▶ Directions for this task
Search the records for the string "Cleomar" and copy every line where it turns up.

━━━━━━━━━━━━━━━━━━━━━━━━━━━━━━

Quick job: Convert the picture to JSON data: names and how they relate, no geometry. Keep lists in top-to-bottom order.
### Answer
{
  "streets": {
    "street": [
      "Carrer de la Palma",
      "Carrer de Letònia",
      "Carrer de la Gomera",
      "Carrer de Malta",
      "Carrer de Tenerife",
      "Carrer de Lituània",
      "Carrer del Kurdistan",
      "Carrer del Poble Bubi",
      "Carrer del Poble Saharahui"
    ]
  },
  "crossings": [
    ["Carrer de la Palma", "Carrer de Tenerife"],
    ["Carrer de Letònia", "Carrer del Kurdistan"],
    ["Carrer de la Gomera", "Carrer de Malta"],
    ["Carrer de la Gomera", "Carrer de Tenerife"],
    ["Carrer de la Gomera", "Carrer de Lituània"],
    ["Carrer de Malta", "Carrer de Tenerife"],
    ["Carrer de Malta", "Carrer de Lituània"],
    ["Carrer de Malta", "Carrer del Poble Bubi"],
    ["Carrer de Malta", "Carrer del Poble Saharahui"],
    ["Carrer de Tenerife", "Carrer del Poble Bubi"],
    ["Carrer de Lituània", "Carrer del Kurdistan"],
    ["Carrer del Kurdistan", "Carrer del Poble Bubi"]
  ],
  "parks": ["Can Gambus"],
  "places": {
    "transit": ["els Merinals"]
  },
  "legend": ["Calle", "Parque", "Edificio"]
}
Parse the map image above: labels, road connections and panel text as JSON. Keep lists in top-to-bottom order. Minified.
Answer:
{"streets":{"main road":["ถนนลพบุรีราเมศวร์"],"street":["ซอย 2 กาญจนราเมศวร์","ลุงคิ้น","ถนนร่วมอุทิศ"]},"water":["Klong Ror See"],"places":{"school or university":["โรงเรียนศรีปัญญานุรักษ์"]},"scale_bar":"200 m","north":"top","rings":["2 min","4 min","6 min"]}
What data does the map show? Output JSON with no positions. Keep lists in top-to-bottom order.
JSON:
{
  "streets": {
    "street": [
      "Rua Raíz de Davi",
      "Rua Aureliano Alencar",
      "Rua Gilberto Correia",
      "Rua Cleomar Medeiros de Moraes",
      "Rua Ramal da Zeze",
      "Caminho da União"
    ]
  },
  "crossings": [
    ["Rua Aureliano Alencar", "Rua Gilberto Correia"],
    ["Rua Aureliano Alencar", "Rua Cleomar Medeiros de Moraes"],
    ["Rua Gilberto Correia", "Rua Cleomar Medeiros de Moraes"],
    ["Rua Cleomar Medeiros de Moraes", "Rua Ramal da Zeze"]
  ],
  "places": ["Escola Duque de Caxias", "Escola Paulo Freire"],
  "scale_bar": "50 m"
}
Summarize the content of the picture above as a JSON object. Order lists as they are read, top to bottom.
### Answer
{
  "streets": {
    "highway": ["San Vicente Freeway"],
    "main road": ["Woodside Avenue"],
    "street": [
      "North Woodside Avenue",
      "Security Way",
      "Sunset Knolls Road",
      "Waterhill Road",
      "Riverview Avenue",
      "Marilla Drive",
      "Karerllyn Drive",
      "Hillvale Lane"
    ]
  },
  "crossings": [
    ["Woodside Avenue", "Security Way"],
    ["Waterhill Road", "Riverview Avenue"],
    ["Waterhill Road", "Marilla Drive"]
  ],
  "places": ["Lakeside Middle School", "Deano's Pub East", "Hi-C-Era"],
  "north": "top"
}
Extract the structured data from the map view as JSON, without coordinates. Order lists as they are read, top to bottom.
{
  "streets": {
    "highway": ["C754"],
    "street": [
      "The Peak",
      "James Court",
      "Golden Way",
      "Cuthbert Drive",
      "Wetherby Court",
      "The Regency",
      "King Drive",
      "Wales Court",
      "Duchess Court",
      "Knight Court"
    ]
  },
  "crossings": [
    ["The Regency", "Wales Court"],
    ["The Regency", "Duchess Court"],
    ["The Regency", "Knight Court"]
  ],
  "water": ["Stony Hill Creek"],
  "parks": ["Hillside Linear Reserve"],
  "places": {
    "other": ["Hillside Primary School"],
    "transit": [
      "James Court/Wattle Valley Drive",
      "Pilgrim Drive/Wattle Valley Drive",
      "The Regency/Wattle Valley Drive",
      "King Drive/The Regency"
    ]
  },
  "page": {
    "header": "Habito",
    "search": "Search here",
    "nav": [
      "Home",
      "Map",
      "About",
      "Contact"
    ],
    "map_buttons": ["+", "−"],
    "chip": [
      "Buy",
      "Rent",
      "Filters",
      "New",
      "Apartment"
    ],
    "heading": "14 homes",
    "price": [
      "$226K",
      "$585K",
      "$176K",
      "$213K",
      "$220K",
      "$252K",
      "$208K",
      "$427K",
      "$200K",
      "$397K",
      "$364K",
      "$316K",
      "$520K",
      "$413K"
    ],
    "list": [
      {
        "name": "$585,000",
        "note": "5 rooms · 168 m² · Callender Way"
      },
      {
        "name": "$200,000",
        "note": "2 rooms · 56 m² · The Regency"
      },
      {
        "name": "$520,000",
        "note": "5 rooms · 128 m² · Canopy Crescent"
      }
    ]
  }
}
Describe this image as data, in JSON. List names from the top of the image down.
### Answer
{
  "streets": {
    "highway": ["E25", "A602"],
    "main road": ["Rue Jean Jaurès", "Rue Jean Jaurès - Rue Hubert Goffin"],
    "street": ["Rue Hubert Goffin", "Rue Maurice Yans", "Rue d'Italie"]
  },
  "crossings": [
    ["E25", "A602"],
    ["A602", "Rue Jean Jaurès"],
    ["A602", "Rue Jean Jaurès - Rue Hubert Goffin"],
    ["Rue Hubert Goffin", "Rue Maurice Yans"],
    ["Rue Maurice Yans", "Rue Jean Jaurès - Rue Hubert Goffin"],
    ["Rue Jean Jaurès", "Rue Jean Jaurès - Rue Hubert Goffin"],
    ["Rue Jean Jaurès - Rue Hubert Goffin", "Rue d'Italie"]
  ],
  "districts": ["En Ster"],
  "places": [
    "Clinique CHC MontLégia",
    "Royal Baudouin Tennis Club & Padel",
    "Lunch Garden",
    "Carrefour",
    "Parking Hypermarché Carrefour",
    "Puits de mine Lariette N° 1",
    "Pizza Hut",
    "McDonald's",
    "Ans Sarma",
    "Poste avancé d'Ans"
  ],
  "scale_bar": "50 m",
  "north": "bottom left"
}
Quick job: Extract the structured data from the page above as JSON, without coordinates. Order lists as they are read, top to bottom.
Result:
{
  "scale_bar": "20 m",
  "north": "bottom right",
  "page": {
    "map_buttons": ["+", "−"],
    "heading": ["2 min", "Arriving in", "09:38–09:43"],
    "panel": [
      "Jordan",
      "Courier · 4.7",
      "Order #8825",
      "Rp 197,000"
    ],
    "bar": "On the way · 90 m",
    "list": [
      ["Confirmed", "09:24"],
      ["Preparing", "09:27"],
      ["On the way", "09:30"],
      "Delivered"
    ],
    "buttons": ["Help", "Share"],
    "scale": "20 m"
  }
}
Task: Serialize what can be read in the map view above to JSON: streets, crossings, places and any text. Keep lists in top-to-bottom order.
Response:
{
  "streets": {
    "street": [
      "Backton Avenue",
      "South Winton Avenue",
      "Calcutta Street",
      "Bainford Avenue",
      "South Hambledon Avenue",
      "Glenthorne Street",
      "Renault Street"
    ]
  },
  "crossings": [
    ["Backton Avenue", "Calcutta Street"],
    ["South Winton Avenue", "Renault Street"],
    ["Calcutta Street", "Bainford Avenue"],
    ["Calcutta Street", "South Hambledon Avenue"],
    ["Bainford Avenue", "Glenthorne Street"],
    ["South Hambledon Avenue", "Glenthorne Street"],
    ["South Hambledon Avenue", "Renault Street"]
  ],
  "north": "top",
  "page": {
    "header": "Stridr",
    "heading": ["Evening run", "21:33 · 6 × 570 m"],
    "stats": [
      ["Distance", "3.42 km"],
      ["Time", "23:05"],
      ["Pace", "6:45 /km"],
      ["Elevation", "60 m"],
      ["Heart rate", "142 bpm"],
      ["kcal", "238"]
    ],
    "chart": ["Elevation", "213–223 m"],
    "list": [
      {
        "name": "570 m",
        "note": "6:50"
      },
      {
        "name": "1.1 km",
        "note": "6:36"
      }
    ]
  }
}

━━━━━━━━━━━━━━━━━━━━━━━━━━━━━━

▶ Solution to this exercise
      "Rua Cleomar Medeiros de Moraes",
    ["Rua Aureliano Alencar", "Rua Cleomar Medeiros de Moraes"],
    ["Rua Gilberto Correia", "Rua Cleomar Medeiros de Moraes"],
    ["Rua Cleomar Medeiros de Moraes", "Rua Ramal da Zeze"]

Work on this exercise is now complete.